Go through the lines below and count those that contain "relative"; the number is all that should be returned.

[Source data]
○ ○ ○ ○ ○

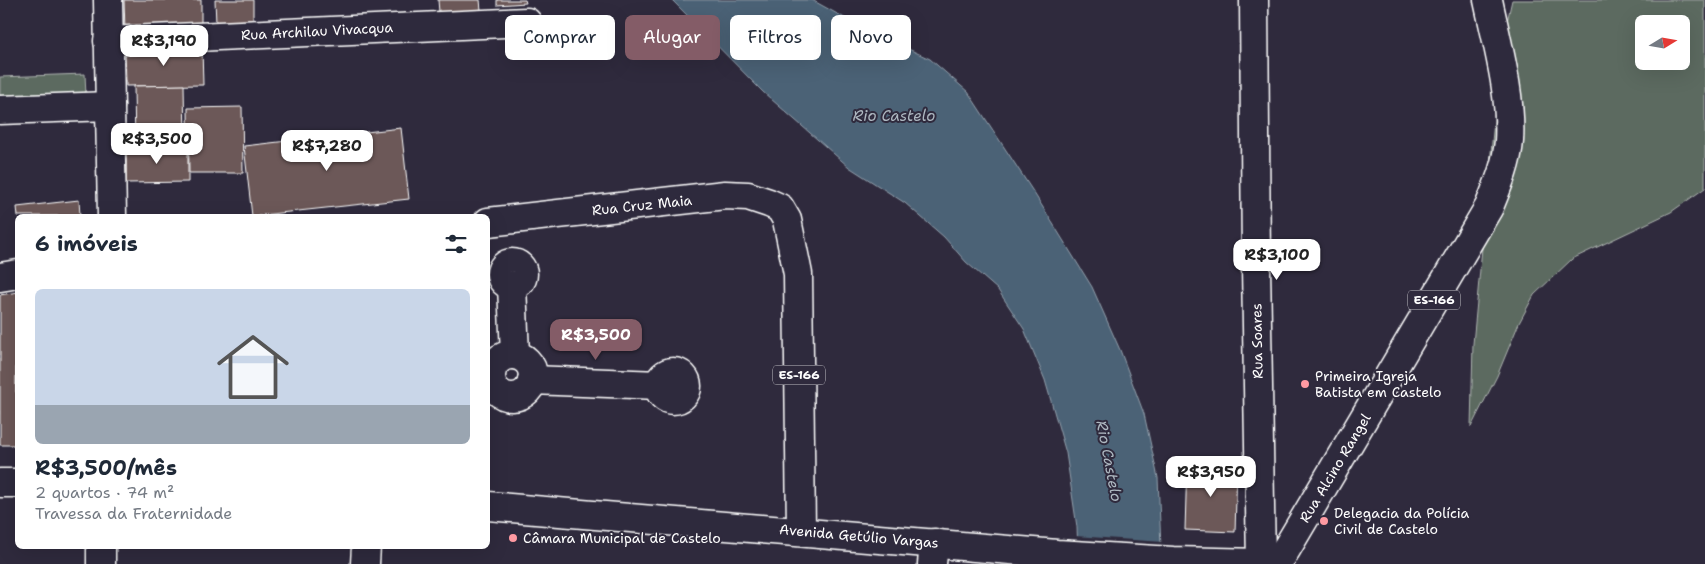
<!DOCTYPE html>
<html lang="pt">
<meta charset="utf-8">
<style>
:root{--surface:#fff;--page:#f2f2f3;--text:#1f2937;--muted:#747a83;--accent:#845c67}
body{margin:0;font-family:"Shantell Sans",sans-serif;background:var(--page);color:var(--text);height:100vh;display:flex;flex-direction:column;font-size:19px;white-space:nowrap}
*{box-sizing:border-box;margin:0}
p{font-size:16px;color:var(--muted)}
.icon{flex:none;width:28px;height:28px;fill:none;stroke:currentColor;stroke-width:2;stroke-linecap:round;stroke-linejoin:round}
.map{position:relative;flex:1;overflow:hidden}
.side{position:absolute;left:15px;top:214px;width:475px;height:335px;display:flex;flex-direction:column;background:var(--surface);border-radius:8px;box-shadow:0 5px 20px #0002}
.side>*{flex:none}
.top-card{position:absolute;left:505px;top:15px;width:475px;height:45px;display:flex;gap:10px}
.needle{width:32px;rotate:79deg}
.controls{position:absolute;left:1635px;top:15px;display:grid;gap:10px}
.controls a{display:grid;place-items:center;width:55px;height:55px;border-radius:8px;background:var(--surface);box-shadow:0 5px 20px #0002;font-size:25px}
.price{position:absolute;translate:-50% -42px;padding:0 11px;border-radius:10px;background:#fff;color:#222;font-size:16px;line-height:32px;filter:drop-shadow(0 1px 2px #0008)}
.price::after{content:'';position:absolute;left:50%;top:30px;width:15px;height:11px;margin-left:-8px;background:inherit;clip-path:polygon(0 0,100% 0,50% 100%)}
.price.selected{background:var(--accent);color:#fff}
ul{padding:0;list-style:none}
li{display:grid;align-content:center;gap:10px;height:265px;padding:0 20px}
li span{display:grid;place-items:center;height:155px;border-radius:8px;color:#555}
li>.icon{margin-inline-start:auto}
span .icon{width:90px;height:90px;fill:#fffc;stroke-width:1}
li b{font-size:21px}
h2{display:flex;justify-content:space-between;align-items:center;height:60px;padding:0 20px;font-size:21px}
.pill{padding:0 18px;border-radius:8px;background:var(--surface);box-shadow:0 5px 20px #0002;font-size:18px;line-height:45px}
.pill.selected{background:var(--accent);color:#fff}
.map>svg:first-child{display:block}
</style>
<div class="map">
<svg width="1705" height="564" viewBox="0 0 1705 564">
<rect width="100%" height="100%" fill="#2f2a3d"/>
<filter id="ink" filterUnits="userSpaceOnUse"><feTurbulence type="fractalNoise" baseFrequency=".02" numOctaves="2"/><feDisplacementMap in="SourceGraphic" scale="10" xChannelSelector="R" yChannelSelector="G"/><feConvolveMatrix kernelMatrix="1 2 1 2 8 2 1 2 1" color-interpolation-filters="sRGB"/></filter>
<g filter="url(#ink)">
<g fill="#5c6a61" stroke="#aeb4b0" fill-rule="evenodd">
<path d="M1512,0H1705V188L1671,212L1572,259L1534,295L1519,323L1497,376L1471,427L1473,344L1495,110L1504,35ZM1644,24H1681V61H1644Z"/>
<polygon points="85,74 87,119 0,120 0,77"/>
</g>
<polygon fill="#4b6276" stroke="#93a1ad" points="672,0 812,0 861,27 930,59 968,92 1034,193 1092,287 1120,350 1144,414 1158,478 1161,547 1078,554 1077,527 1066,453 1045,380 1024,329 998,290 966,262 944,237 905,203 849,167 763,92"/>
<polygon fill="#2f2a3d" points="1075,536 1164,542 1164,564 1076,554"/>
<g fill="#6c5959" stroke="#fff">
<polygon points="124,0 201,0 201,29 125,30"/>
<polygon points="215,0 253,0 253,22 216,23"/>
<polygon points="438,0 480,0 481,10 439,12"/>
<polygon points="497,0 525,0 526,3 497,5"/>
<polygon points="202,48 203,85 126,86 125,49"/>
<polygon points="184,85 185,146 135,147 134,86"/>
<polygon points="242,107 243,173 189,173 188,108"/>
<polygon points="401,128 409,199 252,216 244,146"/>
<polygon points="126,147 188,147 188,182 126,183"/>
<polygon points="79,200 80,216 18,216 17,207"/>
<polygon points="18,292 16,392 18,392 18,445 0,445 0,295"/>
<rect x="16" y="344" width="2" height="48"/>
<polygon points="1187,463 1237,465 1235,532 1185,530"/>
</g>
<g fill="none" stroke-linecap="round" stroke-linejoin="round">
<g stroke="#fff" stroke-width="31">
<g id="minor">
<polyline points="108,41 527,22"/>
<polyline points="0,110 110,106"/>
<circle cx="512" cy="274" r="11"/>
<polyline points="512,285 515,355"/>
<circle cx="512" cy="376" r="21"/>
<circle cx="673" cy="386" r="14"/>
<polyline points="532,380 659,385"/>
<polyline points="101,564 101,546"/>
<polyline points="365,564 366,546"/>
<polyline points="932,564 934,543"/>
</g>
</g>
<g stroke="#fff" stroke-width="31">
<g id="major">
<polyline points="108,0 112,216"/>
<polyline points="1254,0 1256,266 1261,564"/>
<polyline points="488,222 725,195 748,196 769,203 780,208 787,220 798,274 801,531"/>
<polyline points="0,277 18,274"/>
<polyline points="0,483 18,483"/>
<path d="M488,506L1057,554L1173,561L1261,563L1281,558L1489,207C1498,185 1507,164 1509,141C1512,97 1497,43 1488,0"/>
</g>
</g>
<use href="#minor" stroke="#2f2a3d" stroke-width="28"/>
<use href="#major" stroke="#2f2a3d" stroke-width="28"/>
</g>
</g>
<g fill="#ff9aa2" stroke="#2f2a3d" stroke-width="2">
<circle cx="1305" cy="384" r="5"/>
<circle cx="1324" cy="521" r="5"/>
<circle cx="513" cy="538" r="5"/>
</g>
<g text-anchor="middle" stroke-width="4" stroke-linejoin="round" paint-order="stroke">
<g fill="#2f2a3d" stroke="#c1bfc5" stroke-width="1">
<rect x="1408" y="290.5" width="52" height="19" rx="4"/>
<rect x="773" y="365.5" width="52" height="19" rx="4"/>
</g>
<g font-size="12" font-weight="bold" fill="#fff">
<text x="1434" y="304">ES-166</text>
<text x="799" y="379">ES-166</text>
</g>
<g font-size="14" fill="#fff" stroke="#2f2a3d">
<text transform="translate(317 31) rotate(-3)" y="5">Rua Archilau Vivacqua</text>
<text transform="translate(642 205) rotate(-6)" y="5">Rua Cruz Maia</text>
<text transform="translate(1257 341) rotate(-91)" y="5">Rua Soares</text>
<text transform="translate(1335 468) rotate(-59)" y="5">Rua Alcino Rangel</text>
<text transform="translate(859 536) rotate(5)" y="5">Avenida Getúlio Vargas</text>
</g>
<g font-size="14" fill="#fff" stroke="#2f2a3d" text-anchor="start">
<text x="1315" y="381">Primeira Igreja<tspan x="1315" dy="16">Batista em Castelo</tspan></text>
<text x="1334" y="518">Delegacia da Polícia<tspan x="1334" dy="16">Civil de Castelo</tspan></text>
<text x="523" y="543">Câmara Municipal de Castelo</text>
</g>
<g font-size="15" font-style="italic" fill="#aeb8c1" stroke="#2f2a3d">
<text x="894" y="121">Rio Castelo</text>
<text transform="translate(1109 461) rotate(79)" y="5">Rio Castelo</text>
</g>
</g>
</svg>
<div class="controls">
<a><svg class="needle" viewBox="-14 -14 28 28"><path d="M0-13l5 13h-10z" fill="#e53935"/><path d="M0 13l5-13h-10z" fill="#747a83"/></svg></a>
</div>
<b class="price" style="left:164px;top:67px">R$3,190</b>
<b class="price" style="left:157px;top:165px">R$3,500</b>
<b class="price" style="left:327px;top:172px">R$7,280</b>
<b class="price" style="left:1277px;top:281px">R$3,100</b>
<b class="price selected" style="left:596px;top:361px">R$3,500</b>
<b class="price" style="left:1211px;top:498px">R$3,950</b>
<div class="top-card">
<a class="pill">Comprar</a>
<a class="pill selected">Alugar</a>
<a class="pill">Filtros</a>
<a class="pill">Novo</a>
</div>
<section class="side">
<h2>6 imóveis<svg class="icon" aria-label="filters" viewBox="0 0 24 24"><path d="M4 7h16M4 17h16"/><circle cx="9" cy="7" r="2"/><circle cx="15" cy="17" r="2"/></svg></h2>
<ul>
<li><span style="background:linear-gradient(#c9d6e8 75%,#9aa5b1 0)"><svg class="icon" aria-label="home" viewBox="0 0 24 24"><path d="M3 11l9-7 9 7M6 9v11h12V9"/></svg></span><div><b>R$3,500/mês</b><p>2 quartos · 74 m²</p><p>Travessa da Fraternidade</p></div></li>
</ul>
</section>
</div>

○ ○ ○ ○ ○

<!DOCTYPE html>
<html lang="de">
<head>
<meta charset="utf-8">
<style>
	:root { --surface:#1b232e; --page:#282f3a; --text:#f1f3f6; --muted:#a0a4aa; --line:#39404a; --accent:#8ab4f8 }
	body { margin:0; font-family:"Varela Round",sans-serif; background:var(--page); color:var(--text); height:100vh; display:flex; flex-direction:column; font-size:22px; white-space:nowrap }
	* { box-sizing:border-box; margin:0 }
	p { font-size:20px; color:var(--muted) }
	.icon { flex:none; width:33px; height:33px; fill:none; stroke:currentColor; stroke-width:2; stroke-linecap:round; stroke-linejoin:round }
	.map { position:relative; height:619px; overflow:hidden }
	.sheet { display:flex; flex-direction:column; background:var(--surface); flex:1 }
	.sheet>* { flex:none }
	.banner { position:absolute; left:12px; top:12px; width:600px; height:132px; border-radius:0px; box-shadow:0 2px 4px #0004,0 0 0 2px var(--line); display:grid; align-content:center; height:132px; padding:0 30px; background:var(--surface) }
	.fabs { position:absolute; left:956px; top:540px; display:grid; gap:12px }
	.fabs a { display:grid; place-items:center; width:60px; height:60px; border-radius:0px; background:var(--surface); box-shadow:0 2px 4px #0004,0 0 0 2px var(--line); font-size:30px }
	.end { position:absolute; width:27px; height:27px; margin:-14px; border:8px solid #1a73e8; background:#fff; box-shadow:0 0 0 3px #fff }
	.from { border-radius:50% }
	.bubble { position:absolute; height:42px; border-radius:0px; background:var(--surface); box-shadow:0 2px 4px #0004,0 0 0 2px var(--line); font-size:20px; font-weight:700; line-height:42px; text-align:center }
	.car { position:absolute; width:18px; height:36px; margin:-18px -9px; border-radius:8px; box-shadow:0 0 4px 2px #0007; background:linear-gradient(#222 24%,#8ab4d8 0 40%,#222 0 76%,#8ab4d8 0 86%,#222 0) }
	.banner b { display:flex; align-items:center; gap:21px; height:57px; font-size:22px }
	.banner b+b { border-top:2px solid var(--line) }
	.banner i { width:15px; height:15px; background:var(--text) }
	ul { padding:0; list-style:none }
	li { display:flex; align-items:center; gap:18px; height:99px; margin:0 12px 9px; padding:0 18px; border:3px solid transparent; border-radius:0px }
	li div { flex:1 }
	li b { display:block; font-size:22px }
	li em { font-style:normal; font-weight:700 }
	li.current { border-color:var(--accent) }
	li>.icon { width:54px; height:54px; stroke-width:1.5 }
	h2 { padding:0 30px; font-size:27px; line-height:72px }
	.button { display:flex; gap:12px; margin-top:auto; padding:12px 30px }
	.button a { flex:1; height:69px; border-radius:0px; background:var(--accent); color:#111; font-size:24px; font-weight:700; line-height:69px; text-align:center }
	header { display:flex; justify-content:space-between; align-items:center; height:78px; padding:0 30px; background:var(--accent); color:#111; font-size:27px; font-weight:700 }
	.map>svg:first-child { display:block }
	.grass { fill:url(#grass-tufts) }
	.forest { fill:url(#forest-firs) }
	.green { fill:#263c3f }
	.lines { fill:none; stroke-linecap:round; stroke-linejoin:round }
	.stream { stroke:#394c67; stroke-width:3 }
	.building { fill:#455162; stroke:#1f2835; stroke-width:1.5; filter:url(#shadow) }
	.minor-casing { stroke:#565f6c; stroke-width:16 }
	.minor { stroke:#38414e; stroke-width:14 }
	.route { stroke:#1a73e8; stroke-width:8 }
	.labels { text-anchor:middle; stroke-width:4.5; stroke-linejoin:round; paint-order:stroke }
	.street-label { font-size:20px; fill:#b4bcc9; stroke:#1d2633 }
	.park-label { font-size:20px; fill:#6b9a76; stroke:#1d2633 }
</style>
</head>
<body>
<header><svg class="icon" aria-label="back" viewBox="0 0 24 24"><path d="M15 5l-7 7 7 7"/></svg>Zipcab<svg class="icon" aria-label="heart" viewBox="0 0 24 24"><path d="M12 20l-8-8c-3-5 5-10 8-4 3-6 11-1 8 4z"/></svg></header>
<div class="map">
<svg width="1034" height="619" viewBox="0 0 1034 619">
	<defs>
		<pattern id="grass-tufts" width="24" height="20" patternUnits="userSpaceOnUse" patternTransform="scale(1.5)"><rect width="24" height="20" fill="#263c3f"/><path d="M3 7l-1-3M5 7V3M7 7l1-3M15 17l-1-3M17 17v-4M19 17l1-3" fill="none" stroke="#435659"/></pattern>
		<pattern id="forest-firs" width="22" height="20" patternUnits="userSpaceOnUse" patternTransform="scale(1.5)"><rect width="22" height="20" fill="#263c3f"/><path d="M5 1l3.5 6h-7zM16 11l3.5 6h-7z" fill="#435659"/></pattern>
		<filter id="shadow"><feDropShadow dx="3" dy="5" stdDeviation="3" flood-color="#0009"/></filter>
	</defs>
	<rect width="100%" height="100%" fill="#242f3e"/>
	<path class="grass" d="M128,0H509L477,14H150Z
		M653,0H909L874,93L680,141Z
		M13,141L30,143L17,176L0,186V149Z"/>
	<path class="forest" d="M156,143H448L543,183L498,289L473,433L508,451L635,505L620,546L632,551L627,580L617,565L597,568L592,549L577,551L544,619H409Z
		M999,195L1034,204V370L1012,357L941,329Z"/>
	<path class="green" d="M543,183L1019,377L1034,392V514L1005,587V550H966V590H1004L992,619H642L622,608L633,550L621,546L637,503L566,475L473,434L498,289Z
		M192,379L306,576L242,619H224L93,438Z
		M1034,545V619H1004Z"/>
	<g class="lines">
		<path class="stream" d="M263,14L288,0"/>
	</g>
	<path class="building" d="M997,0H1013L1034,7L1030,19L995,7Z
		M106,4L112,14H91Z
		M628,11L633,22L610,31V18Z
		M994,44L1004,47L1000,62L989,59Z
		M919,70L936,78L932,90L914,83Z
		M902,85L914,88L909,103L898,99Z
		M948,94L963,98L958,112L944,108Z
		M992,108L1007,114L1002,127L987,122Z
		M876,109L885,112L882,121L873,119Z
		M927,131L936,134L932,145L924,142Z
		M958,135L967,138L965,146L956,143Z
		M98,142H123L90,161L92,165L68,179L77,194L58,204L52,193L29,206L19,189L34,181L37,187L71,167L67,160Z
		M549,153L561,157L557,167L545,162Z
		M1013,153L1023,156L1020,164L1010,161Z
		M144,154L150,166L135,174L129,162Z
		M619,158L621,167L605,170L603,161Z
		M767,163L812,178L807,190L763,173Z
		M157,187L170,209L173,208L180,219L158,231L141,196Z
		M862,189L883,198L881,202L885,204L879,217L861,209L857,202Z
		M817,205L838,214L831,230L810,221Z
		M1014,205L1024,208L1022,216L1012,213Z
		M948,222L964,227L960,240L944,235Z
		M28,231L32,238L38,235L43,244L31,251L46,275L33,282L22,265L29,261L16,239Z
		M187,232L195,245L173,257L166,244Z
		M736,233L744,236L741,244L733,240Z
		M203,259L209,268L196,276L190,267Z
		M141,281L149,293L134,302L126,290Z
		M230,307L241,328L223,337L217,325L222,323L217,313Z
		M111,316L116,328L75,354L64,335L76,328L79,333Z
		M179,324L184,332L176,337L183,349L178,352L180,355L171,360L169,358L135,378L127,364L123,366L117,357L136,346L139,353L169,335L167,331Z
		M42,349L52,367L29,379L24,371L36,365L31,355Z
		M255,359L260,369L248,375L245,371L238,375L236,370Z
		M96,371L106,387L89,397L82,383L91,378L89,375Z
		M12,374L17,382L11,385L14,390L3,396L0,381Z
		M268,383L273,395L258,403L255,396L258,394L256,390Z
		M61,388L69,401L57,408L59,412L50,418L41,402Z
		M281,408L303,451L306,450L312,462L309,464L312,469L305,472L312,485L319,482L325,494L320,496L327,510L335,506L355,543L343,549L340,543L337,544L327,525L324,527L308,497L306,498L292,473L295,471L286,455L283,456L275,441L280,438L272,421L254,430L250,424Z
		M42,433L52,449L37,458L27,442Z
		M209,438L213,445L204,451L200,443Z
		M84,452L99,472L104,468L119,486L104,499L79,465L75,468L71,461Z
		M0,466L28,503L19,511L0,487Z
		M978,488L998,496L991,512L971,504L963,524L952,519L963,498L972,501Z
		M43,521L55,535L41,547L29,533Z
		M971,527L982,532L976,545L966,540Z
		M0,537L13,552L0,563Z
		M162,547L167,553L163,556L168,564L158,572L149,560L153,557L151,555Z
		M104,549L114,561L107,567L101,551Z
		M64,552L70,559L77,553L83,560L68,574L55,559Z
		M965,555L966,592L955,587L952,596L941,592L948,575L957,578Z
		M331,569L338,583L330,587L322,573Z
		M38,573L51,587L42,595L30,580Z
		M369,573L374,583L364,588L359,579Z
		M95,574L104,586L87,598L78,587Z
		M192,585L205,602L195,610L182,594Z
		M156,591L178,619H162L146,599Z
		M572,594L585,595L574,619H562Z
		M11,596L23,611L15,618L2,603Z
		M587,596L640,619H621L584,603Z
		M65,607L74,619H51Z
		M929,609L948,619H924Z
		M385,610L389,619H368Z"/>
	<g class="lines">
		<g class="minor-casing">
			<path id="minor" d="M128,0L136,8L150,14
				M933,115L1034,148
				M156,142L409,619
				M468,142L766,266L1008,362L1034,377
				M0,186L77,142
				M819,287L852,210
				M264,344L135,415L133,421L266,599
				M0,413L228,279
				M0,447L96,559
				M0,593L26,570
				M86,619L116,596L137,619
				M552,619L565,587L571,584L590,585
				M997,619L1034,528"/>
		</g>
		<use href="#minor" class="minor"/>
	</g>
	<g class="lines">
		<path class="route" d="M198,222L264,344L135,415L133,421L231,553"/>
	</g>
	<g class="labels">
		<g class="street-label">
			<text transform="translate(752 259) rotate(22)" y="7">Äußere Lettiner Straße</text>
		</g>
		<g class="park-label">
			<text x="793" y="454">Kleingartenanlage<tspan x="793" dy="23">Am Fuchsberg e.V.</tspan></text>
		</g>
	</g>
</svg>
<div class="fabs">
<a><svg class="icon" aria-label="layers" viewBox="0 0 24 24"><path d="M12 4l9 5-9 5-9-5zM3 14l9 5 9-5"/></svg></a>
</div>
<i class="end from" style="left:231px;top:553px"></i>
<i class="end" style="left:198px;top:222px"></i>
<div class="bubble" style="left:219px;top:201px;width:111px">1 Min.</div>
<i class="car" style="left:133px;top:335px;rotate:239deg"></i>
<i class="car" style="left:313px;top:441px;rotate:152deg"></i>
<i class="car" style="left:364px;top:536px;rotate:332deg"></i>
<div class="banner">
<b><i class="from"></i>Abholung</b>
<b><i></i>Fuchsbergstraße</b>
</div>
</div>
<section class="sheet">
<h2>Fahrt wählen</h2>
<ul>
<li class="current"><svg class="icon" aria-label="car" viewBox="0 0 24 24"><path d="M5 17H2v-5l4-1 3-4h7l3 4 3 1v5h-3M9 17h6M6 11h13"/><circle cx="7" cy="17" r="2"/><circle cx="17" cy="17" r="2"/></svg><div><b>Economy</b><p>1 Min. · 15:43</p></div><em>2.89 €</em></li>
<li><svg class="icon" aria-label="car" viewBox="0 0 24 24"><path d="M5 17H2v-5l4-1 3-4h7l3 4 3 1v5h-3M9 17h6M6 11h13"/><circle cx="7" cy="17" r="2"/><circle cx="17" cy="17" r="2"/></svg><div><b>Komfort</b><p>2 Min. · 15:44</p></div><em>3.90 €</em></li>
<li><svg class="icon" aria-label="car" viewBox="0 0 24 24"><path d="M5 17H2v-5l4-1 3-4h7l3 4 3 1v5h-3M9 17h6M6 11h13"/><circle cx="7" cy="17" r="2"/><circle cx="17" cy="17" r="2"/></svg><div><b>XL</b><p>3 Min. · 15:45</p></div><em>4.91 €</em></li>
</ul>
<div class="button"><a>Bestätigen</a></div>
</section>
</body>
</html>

○ ○ ○ ○ ○

YOUR RESPONSE ▸ 2